> _YOUR TASK_: Could you restate the whole listing word for word?
DATASET EXTRACT: Begin
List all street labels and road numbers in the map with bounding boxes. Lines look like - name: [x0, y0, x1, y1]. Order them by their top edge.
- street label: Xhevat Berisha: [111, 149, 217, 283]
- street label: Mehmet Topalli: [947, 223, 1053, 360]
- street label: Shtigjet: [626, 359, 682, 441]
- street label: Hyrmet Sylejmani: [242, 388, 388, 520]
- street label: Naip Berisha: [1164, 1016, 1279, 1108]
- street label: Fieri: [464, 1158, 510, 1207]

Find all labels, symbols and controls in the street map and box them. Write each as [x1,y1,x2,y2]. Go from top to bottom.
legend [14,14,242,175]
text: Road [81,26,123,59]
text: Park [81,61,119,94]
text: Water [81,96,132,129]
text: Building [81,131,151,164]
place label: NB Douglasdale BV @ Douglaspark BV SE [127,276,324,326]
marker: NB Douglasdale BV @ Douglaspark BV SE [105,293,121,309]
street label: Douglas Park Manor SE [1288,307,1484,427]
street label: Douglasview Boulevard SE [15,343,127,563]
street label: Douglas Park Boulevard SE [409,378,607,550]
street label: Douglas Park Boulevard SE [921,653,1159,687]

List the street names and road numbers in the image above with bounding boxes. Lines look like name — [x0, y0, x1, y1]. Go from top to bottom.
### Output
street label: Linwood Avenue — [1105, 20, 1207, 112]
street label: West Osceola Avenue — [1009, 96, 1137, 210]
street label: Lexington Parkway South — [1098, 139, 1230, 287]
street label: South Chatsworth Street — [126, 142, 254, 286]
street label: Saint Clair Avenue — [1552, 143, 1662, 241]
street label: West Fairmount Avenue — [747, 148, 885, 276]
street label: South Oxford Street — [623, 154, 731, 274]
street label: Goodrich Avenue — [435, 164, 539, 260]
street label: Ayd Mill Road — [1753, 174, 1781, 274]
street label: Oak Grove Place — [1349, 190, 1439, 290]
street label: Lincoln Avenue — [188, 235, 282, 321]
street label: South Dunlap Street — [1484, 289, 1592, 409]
DATASET EXTRACT: End
> _RESULT OF THE EXERCISE_:
List all street labels and road numbers in the map with bounding boxes. Lines look like - name: [x0, y0, x1, y1]. Order them by their top edge.
- street label: Xhevat Berisha: [111, 149, 217, 283]
- street label: Mehmet Topalli: [947, 223, 1053, 360]
- street label: Shtigjet: [626, 359, 682, 441]
- street label: Hyrmet Sylejmani: [242, 388, 388, 520]
- street label: Naip Berisha: [1164, 1016, 1279, 1108]
- street label: Fieri: [464, 1158, 510, 1207]

Find all labels, symbols and controls in the street map and box them. Write each as [x1,y1,x2,y2]. Go from top to bottom.
legend [14,14,242,175]
text: Road [81,26,123,59]
text: Park [81,61,119,94]
text: Water [81,96,132,129]
text: Building [81,131,151,164]
place label: NB Douglasdale BV @ Douglaspark BV SE [127,276,324,326]
marker: NB Douglasdale BV @ Douglaspark BV SE [105,293,121,309]
street label: Douglas Park Manor SE [1288,307,1484,427]
street label: Douglasview Boulevard SE [15,343,127,563]
street label: Douglas Park Boulevard SE [409,378,607,550]
street label: Douglas Park Boulevard SE [921,653,1159,687]

List the street names and road numbers in the image above with bounding boxes. Lines look like name — [x0, y0, x1, y1]. Go from top to bottom.
### Output
street label: Linwood Avenue — [1105, 20, 1207, 112]
street label: West Osceola Avenue — [1009, 96, 1137, 210]
street label: Lexington Parkway South — [1098, 139, 1230, 287]
street label: South Chatsworth Street — [126, 142, 254, 286]
street label: Saint Clair Avenue — [1552, 143, 1662, 241]
street label: West Fairmount Avenue — [747, 148, 885, 276]
street label: South Oxford Street — [623, 154, 731, 274]
street label: Goodrich Avenue — [435, 164, 539, 260]
street label: Ayd Mill Road — [1753, 174, 1781, 274]
street label: Oak Grove Place — [1349, 190, 1439, 290]
street label: Lincoln Avenue — [188, 235, 282, 321]
street label: South Dunlap Street — [1484, 289, 1592, 409]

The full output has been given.